But the Great Redoubt was not yet wholly won. The enemy was retreating, but he was dangerous still, and it was necessary to cripple him as he went. The guns were already limbering up, and one of them was just about to drive off when Captain Edward Bell, of the 23rd, shouted to his company, " Take that gun, lads! "He dashed forward as he spoke, outran his men, seized the leading horse, and actually, single-handed, made the gun a prize. He also was given the Cross for his valour.*
* This valiant officer was known as "Smiler" Bell, and it is bronze from "Smiler's gun" of which all the Victoria Crosses are made for the Navy as well as the Army.
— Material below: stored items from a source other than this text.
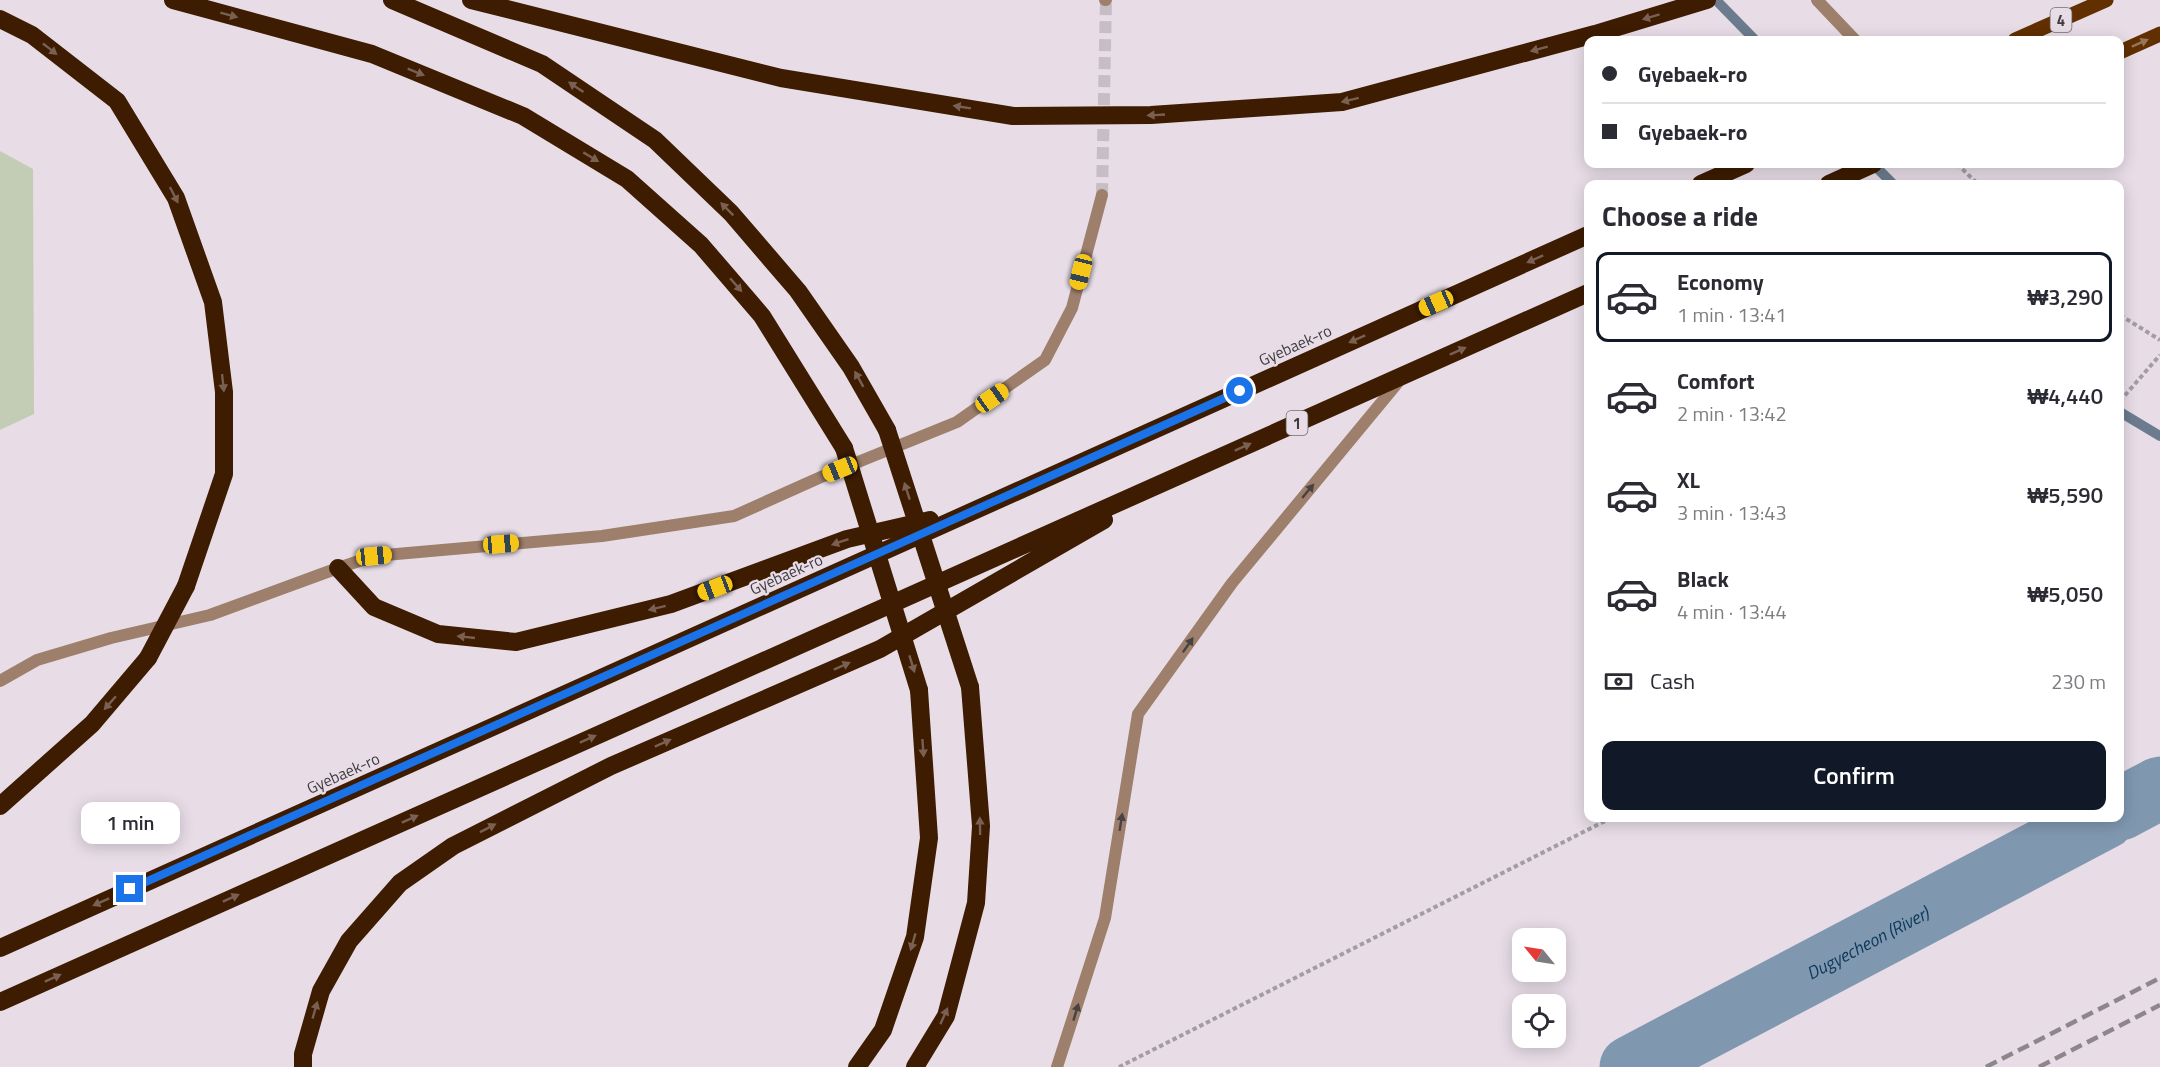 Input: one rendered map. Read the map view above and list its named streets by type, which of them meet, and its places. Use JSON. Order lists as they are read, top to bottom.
{
  "streets": {
    "highway": ["Gyebaek-ro", "1"],
    "main road": ["4"]
  },
  "water": ["Dugyecheon (River)"],
  "north": "top left",
  "page": {
    "banner": ["Gyebaek-ro", "Gyebaek-ro"],
    "heading": "Choose a ride",
    "list": [
      {
        "name": "Economy",
        "note": "1 min · 13:41",
        "value": "₩3,290"
      },
      {
        "name": "Comfort",
        "note": "2 min · 13:42",
        "value": "₩4,440"
      },
      {
        "name": "XL",
        "note": "3 min · 13:43",
        "value": "₩5,590"
      },
      {
        "name": "Black",
        "note": "4 min · 13:44",
        "value": "₩5,050"
      }
    ],
    "pay": ["Cash", "230 m"],
    "buttons": "Confirm",
    "bubble": "1 min"
  }
} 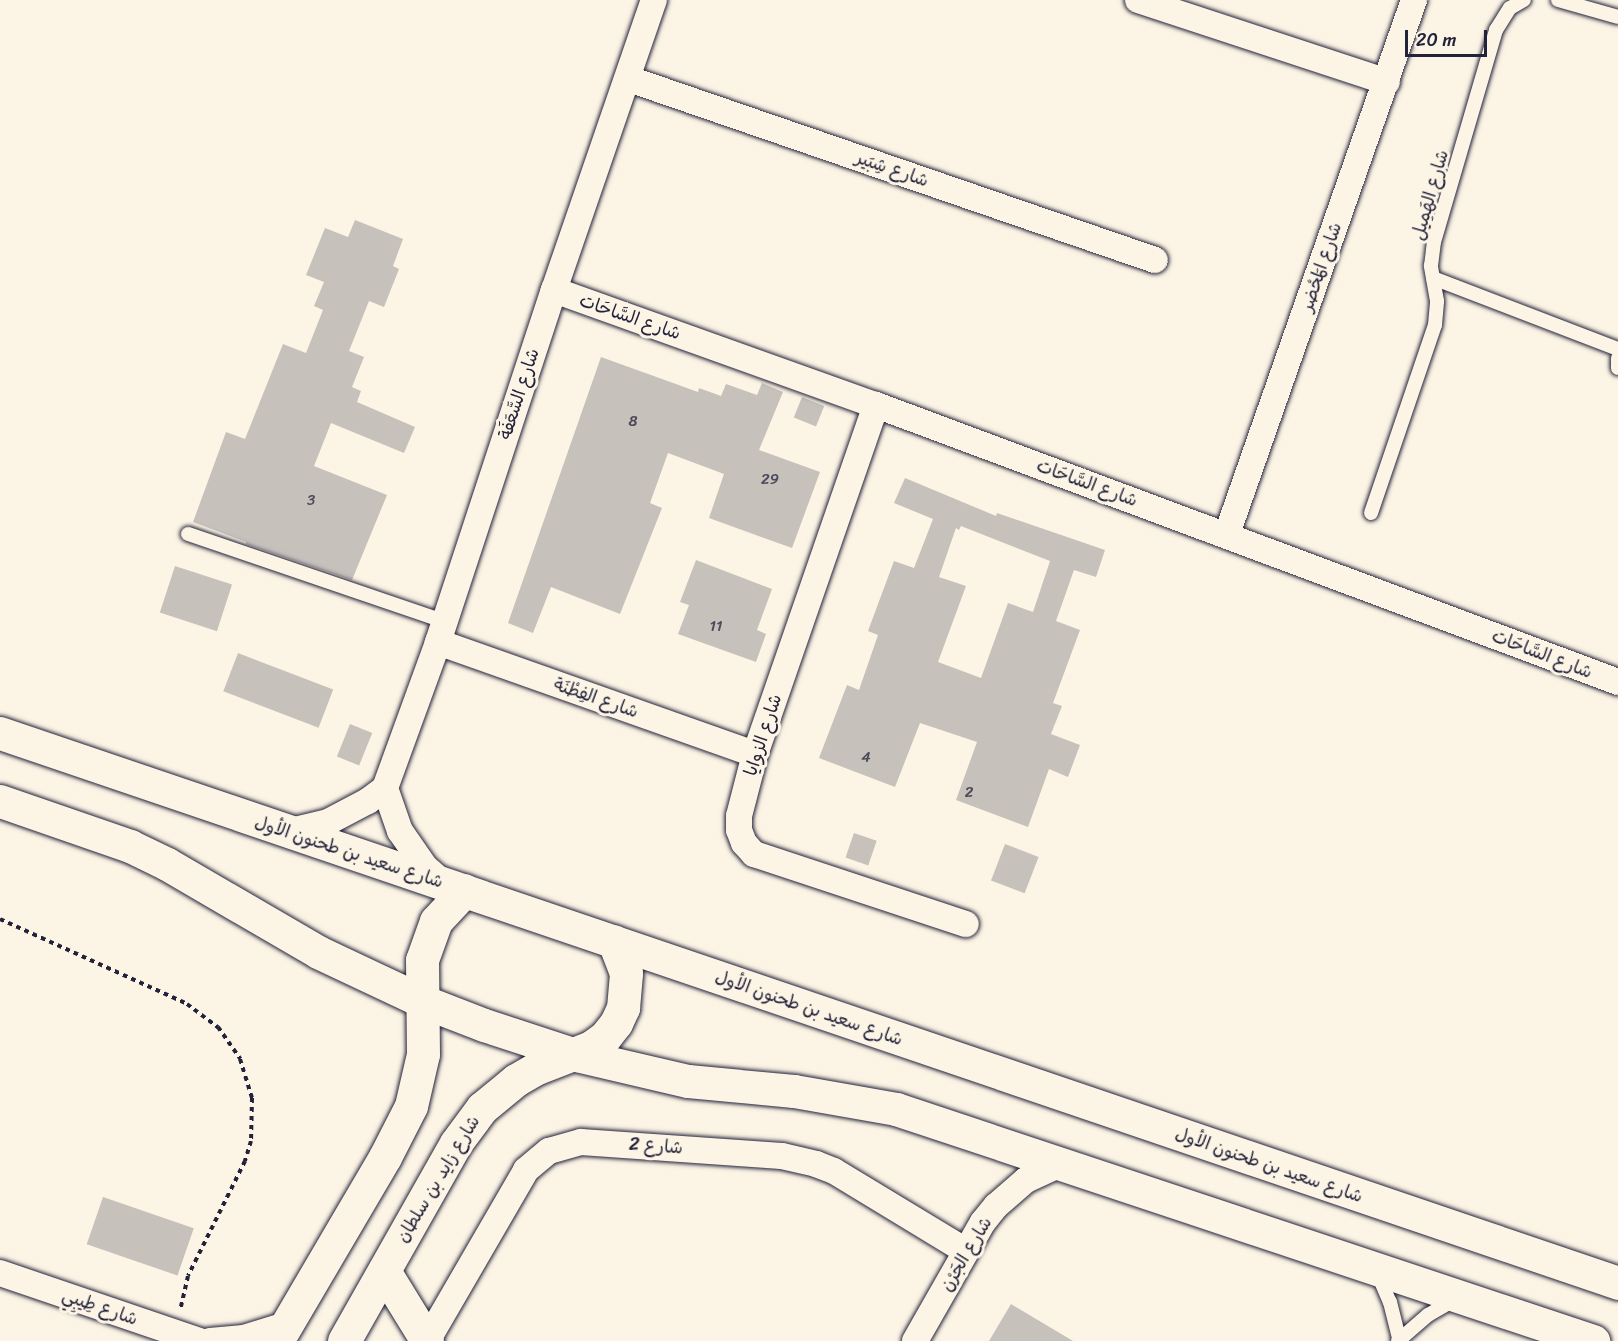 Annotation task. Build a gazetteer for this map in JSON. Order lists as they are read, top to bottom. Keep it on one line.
{"streets":{"main road":["شارع سعيد بن طحنون الأول","شارع زايد بن سلطان"],"street":["شارع شِبَير","شارع المَحْضر","شارع السَّاحَات","شارع السَّعَفَة","شارع الفِطْنَة","شارع الزوايا","شارع 2","شارع الجَرْن","شارع طِيبِي"],"lane":["شارع الهَمِيل"]},"crossings":[["شارع شِبَير","شارع السَّعَفَة"],["شارع المَحْضر","شارع السَّاحَات"],["شارع السَّاحَات","شارع السَّعَفَة"],["شارع السَّاحَات","شارع الزوايا"],["شارع السَّعَفَة","شارع الفِطْنَة"],["شارع الفِطْنَة","شارع الزوايا"],["شارع سعيد بن طحنون الأول","شارع زايد بن سلطان"],["شارع 2","شارع الجَرْن"]],"house_numbers":["8","29","3","11","4","2"],"scale_bar":"20 m"}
The Queen's Colour of the Royal Fusiliers was carried at the Alma by Captain Henry Mitchell Jones, one of the winners of the Cross, and known as " Alma " Jones throughout the Army. He was shot through the jaw-bone at the Alma, afterwards wounded at the capture of the Quarries on June 7th, and again by a shell splinter in the chest on September 8th. Captain Jones, now retired from the position of Consul-General in Siam, is still living. He is the youngest of six brothers, of whom five were all, antecedently to the Crimea, killed in action! - EDITOR.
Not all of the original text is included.